+++ AVAILABLE DATA +++
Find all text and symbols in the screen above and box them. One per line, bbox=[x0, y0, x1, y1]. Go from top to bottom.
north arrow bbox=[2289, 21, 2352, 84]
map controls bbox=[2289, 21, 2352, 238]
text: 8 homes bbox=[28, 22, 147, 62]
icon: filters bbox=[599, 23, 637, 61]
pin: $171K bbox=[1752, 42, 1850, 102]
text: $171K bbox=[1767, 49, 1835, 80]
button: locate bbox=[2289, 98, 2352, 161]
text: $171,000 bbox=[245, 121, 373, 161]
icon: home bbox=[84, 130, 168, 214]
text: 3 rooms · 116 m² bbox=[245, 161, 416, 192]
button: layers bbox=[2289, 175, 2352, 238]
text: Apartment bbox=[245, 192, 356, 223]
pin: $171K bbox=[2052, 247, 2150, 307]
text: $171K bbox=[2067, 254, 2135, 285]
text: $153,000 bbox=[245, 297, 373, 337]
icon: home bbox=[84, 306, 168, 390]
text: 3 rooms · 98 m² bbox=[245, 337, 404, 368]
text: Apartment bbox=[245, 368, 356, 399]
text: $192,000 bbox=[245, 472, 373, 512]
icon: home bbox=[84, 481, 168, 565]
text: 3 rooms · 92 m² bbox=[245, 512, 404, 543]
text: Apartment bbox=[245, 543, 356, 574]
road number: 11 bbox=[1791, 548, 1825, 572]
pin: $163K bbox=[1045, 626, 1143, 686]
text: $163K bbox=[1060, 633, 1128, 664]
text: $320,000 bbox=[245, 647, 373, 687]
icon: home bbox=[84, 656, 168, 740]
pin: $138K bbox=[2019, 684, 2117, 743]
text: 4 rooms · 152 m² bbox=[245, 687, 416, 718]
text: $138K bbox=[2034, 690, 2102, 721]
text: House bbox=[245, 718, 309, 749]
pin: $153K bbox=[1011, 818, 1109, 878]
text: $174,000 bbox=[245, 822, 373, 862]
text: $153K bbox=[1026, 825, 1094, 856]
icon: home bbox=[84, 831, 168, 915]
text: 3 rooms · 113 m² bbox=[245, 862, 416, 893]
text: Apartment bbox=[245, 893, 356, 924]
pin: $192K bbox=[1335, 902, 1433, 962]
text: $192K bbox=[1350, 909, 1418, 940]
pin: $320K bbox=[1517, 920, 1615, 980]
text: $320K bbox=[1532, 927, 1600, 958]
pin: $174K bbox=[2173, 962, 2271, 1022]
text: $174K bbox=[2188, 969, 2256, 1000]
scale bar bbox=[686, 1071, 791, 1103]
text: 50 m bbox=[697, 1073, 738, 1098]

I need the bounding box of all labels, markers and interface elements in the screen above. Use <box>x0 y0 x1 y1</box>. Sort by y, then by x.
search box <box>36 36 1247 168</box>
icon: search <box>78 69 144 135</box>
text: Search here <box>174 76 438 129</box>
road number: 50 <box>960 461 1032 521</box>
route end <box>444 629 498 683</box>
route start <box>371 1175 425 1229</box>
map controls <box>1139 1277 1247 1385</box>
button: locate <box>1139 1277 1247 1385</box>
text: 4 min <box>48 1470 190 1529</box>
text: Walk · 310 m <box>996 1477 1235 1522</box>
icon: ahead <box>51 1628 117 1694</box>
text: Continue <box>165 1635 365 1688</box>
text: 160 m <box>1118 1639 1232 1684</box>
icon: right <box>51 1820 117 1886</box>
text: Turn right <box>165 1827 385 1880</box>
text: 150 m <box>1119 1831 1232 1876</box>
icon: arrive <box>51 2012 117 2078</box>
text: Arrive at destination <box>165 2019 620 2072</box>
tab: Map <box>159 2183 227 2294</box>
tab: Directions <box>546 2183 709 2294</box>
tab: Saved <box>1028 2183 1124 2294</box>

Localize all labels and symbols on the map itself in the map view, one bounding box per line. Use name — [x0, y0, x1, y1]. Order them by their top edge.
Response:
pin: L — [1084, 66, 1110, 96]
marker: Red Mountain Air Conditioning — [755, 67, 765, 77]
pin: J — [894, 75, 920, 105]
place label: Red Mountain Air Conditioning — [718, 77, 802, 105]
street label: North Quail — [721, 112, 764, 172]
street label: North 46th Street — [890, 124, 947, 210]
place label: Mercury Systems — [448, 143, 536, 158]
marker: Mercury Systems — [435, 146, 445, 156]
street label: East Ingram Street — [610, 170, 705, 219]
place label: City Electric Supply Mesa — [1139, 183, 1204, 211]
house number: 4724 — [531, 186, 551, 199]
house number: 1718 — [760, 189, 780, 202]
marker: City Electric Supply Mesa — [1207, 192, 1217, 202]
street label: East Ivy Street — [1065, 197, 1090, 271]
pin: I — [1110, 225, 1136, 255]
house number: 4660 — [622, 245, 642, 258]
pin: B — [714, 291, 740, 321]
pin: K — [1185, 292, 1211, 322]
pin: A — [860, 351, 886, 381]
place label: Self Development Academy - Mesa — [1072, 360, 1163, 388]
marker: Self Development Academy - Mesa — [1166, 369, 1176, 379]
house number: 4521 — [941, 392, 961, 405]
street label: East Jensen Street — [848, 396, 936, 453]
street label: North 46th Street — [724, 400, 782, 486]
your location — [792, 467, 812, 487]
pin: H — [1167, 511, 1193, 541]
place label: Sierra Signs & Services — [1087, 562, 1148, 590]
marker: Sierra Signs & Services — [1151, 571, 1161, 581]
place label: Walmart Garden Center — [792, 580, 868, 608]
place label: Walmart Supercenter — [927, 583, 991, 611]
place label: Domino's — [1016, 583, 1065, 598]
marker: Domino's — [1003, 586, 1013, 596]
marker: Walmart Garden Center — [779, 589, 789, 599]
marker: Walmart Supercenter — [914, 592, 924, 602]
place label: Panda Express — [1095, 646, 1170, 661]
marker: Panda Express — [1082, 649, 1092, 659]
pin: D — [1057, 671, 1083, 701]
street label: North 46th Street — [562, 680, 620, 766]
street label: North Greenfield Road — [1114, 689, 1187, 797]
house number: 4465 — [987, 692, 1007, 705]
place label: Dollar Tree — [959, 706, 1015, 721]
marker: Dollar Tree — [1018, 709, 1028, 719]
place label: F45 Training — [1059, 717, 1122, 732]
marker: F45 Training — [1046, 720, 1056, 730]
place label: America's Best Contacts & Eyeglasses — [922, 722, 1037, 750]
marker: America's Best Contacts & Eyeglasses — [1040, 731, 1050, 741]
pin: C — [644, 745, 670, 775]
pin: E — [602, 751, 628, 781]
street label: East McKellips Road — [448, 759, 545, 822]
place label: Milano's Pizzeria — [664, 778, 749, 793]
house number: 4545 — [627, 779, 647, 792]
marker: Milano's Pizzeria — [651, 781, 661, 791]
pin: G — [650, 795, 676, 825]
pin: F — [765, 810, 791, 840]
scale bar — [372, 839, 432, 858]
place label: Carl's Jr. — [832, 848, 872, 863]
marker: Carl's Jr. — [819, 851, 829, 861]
+++
- _AIM OF THE TASK_
Which lines above contain the word "screen"? Copy all of them.

- _ANSWER BELOW_
Find all text and symbols in the screen above and box them. One per line, bbox=[x0, y0, x1, y1]. Go from top to bottom.
I need the bounding box of all labels, markers and interface elements in the screen above. Use <box>x0 y0 x1 y1</box>. Sort by y, then by x.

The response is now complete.